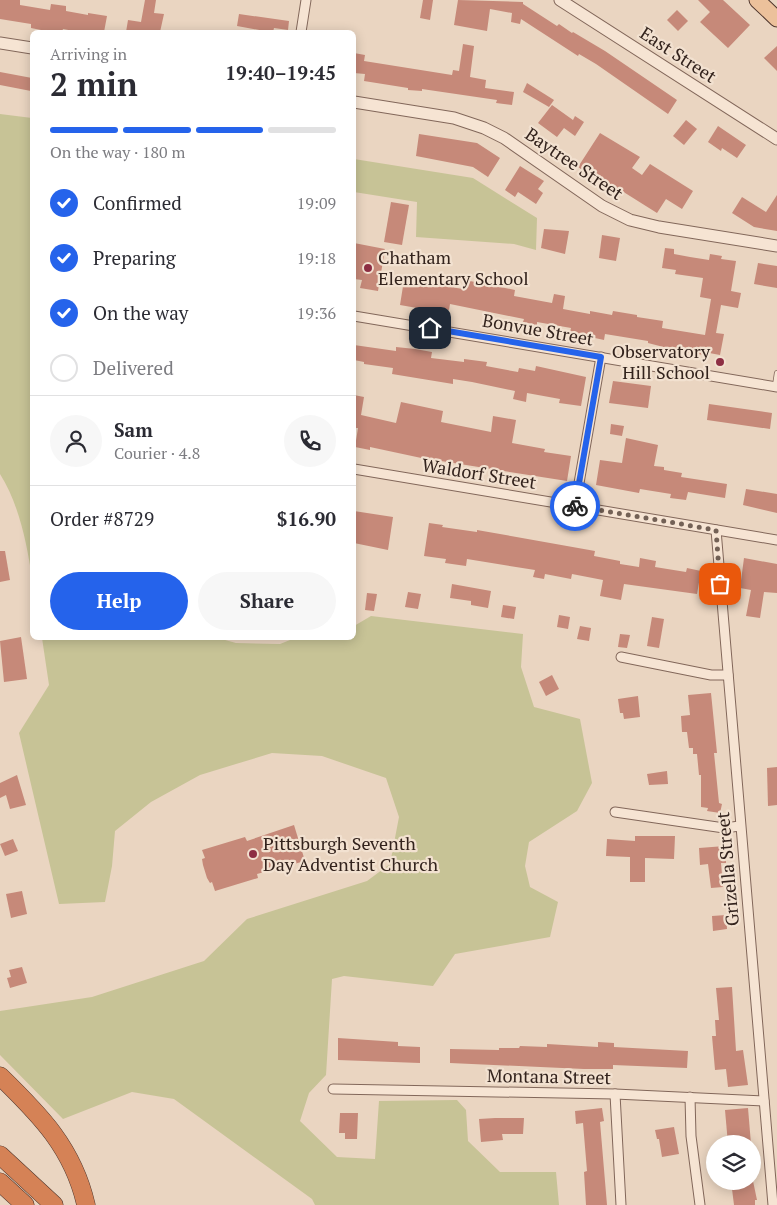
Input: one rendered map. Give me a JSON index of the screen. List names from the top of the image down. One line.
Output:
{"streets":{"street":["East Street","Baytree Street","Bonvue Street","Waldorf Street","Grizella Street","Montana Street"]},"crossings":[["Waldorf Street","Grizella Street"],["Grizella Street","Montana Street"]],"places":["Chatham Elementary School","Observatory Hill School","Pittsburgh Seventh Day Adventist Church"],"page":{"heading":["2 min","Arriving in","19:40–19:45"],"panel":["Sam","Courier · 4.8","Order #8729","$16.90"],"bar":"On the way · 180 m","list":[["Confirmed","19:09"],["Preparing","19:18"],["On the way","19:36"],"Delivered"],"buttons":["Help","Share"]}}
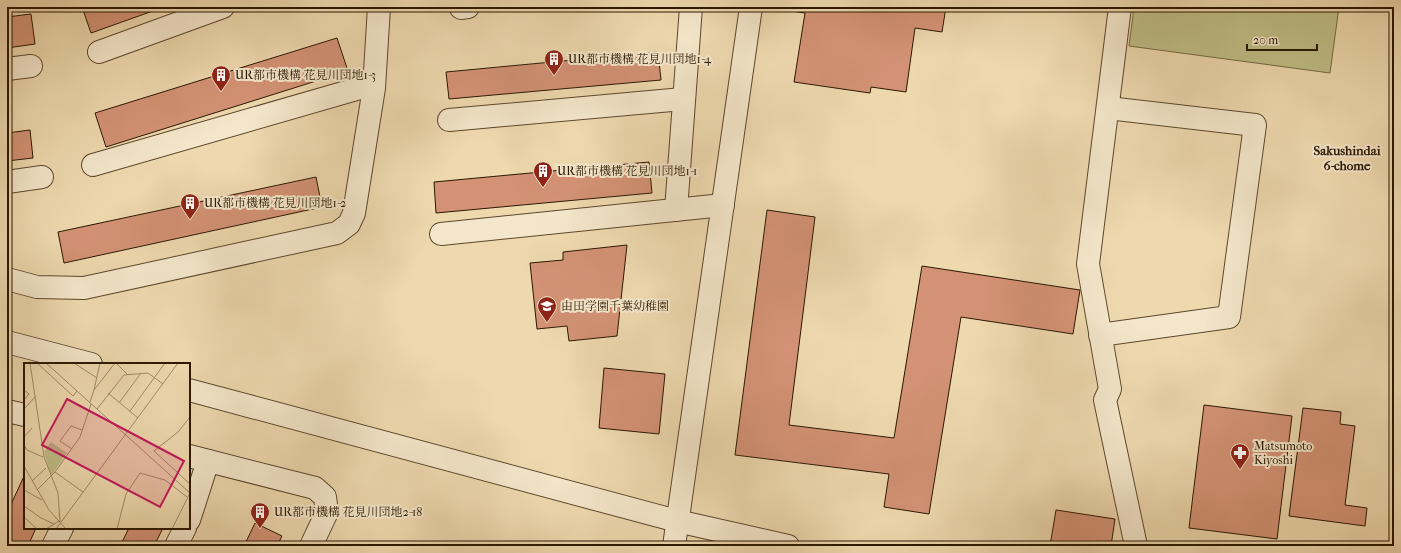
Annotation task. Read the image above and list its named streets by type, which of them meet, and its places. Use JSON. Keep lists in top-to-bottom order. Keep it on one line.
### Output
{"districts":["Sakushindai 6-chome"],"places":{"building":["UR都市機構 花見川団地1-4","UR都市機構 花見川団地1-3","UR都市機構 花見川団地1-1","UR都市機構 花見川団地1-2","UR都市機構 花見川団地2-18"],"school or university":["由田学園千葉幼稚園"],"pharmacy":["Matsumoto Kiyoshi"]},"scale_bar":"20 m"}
+---+
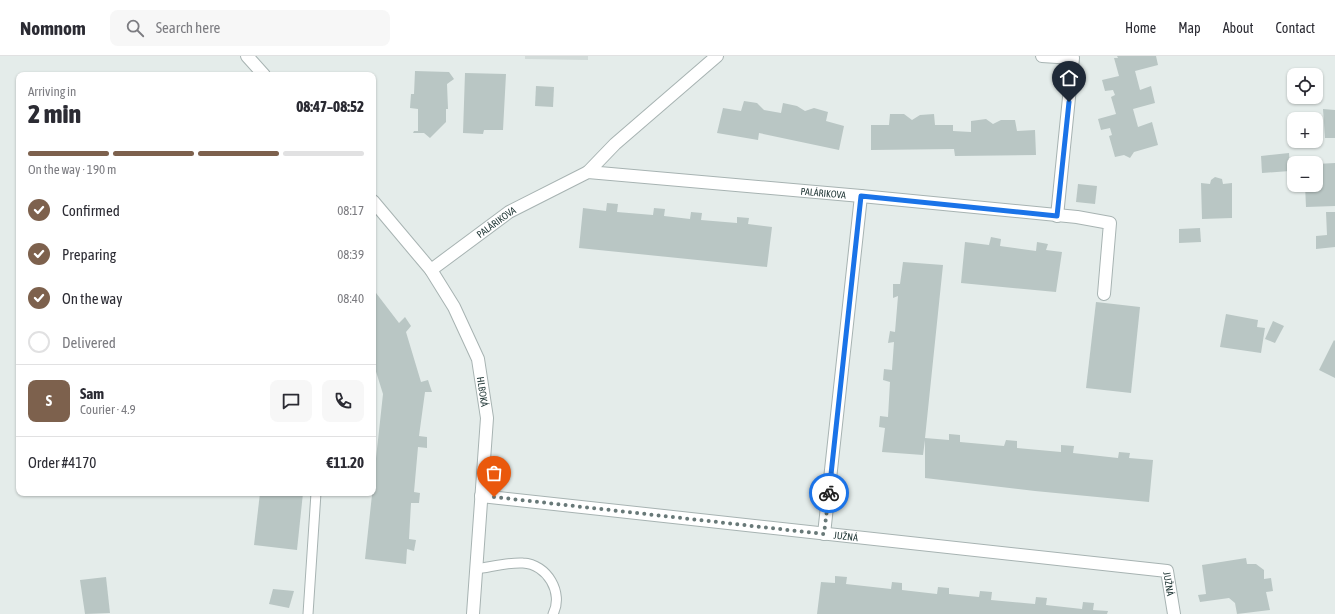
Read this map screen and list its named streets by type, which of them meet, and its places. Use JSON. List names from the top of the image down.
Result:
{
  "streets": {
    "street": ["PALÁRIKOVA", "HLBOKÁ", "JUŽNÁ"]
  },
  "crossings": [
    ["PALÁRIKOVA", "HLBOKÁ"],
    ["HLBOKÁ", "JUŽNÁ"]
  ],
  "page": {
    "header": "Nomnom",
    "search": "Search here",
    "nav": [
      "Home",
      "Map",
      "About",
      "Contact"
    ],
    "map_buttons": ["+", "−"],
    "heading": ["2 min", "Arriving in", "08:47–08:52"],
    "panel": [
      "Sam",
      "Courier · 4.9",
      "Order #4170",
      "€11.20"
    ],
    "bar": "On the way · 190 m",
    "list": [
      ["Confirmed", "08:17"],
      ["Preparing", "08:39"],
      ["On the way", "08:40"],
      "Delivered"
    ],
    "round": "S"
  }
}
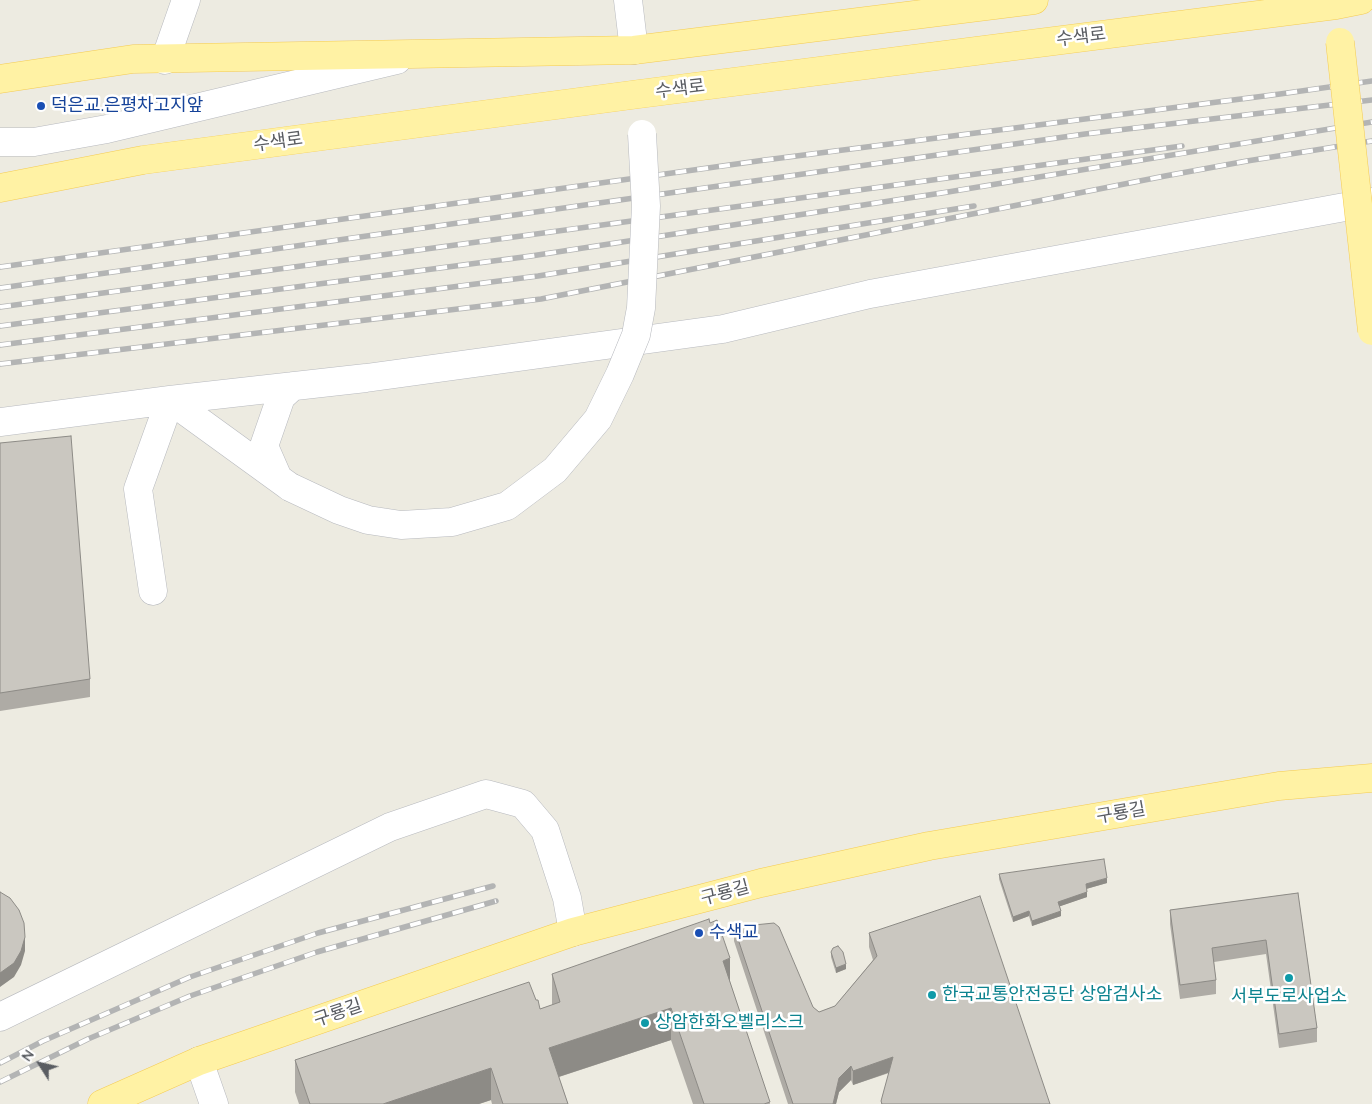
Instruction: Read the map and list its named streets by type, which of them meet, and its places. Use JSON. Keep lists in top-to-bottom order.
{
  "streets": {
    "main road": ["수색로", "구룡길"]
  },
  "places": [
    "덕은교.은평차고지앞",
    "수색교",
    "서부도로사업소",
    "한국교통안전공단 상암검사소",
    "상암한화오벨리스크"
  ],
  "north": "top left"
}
+---+
▸ Exercise requirements
Give the number of lines in the listing that hold the string "image". Add nothing else.

▸ Output of the task
3